Exercise:
Without including any images, please transcribe all the lines below exactly.

Information provided:
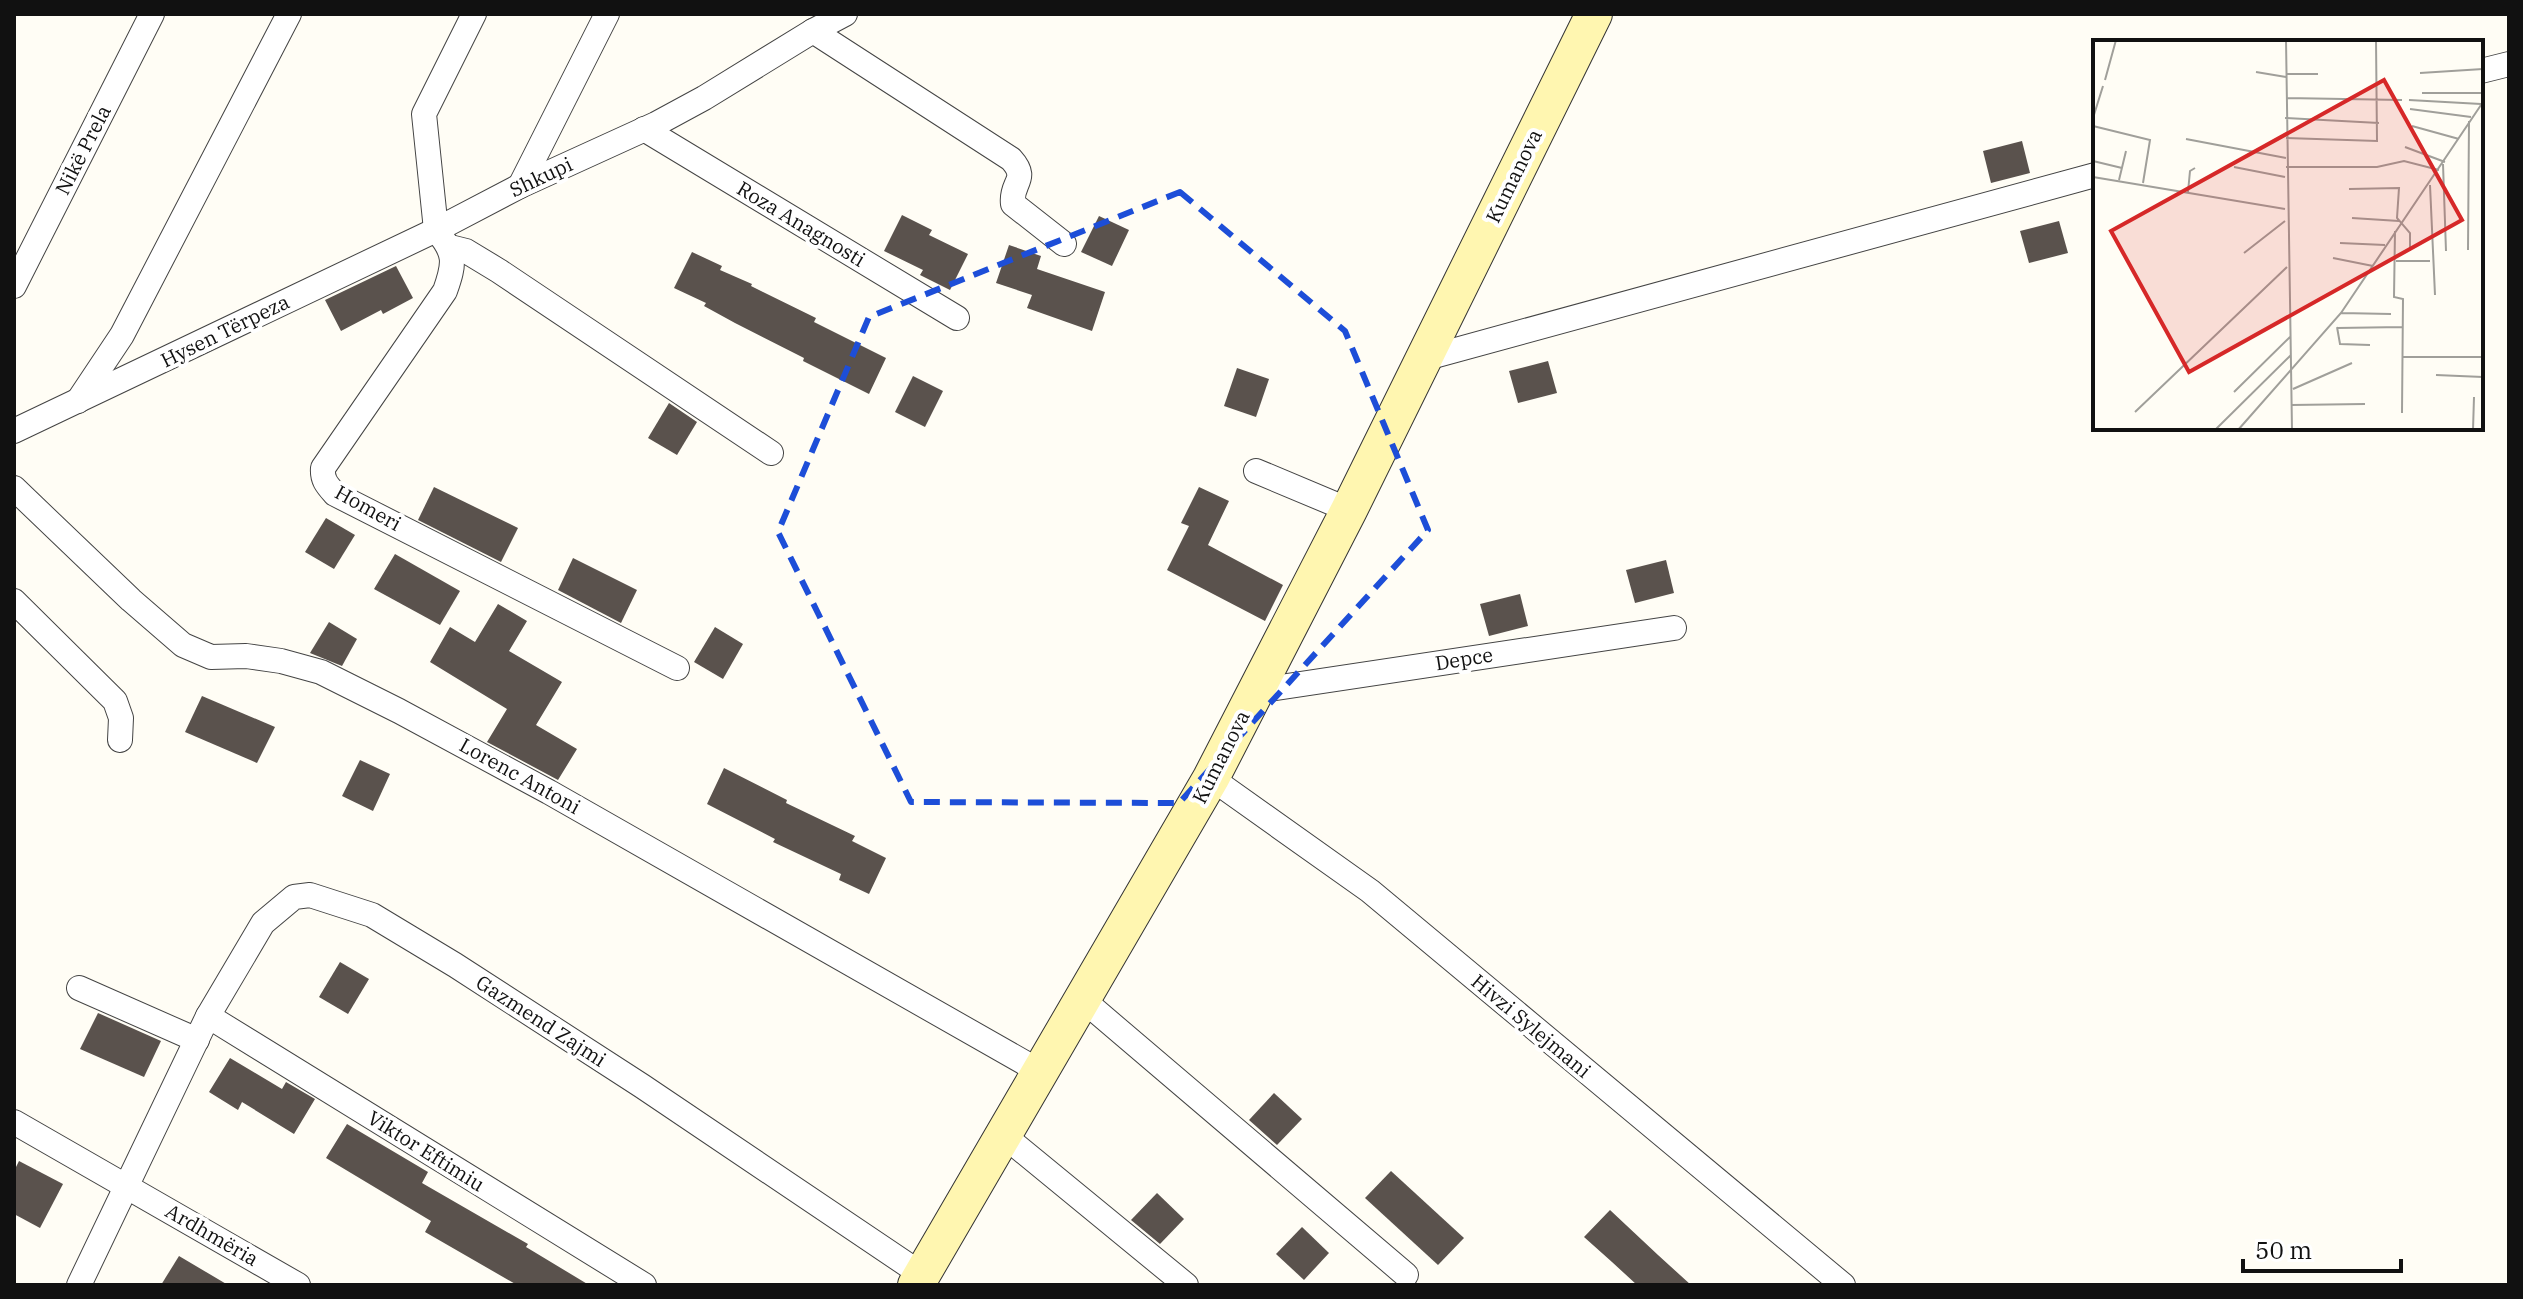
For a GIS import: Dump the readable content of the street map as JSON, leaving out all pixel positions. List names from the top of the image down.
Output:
{
  "streets": {
    "main road": ["Kumanova"],
    "street": [
      "Nikë Prela",
      "Shkupi",
      "Roza Anagnosti",
      "Hysen Tërpeza",
      "Homeri",
      "Depce",
      "Lorenc Antoni",
      "Gazmend Zajmi",
      "Hivzi Sylejmani",
      "Viktor Eftimiu",
      "Ardhmëria"
    ]
  },
  "crossings": [
    ["Kumanova", "Depce"],
    ["Kumanova", "Lorenc Antoni"],
    ["Kumanova", "Gazmend Zajmi"],
    ["Kumanova", "Hivzi Sylejmani"],
    ["Shkupi", "Roza Anagnosti"],
    ["Shkupi", "Hysen Tërpeza"],
    ["Shkupi", "Homeri"],
    ["Hysen Tërpeza", "Homeri"],
    ["Gazmend Zajmi", "Viktor Eftimiu"],
    ["Gazmend Zajmi", "Ardhmëria"]
  ],
  "scale_bar": "50 m"
}
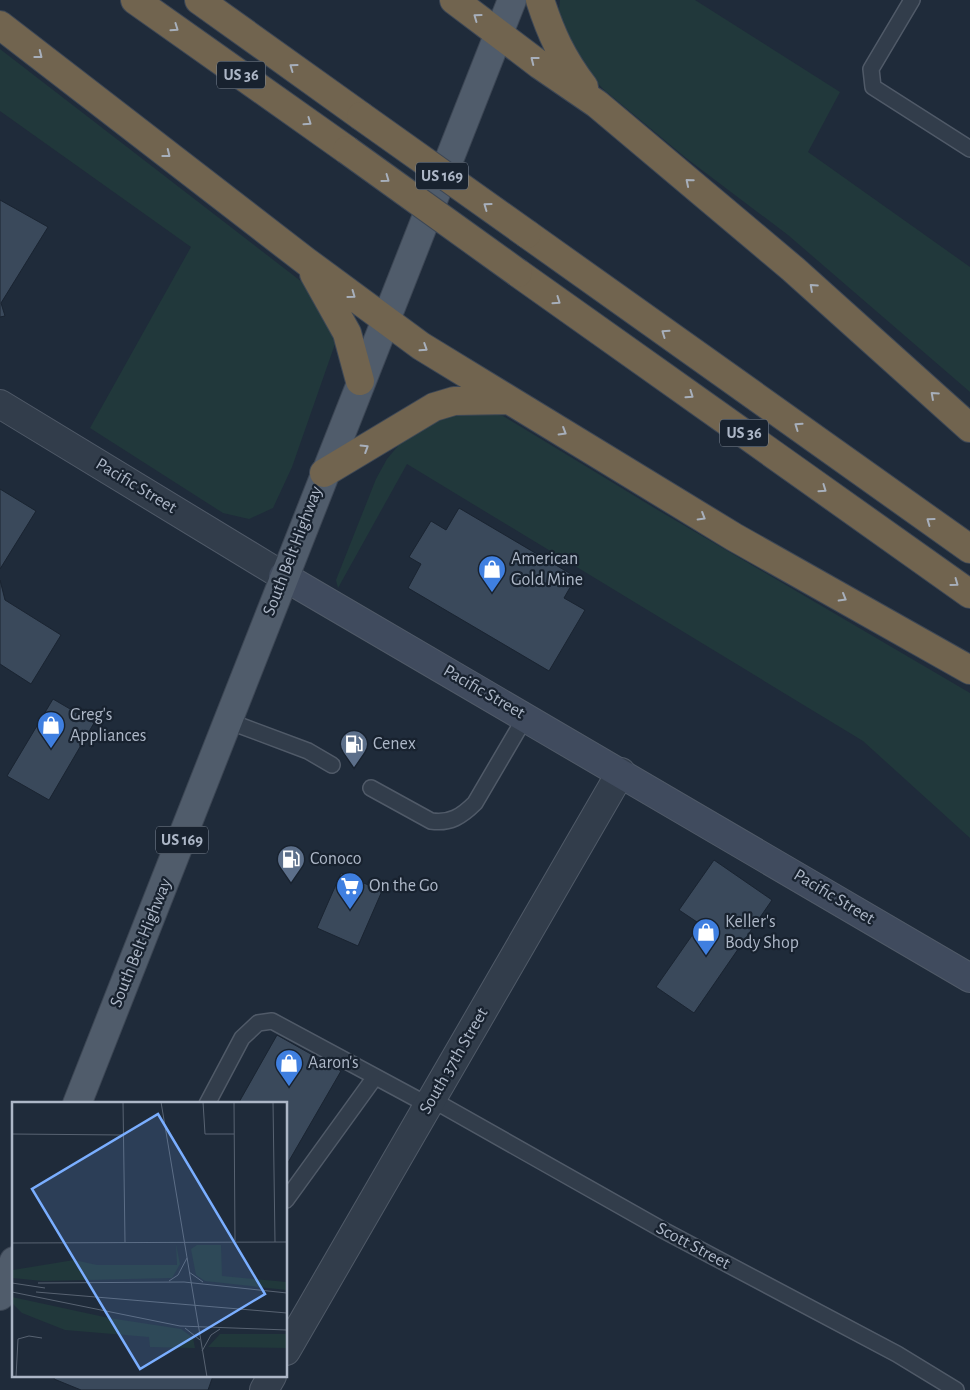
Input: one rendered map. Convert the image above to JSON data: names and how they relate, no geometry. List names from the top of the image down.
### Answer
{
  "streets": {
    "highway": ["US 36"],
    "main road": ["US 169", "South Belt Highway"],
    "street": ["Pacific Street", "South 37th Street"],
    "lane": ["Scott Street"]
  },
  "crossings": [
    ["Pacific Street", "South Belt Highway"],
    ["Pacific Street", "South 37th Street"],
    ["South 37th Street", "Scott Street"]
  ],
  "places": {
    "shop": [
      "American Gold Mine",
      "Greg's Appliances",
      "Keller's Body Shop",
      "Aaron's"
    ],
    "fuel station": ["Cenex", "Conoco"],
    "supermarket": ["On the Go"]
  }
}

Written reply:
For a GIS import: Dump the readable content of the street map as JSON, leaving out all pixel positions. List names from the top of the image down.
Output:
{
  "streets": {
    "main road": ["Kumanova"],
    "street": [
      "Nikë Prela",
      "Shkupi",
      "Roza Anagnosti",
      "Hysen Tërpeza",
      "Homeri",
      "Depce",
      "Lorenc Antoni",
      "Gazmend Zajmi",
      "Hivzi Sylejmani",
      "Viktor Eftimiu",
      "Ardhmëria"
    ]
  },
  "crossings": [
    ["Kumanova", "Depce"],
    ["Kumanova", "Lorenc Antoni"],
    ["Kumanova", "Gazmend Zajmi"],
    ["Kumanova", "Hivzi Sylejmani"],
    ["Shkupi", "Roza Anagnosti"],
    ["Shkupi", "Hysen Tërpeza"],
    ["Shkupi", "Homeri"],
    ["Hysen Tërpeza", "Homeri"],
    ["Gazmend Zajmi", "Viktor Eftimiu"],
    ["Gazmend Zajmi", "Ardhmëria"]
  ],
  "scale_bar": "50 m"
}
Input: one rendered map. Convert the image above to JSON data: names and how they relate, no geometry. List names from the top of the image down.
### Answer
{
  "streets": {
    "highway": ["US 36"],
    "main road": ["US 169", "South Belt Highway"],
    "street": ["Pacific Street", "South 37th Street"],
    "lane": ["Scott Street"]
  },
  "crossings": [
    ["Pacific Street", "South Belt Highway"],
    ["Pacific Street", "South 37th Street"],
    ["South 37th Street", "Scott Street"]
  ],
  "places": {
    "shop": [
      "American Gold Mine",
      "Greg's Appliances",
      "Keller's Body Shop",
      "Aaron's"
    ],
    "fuel station": ["Cenex", "Conoco"],
    "supermarket": ["On the Go"]
  }
}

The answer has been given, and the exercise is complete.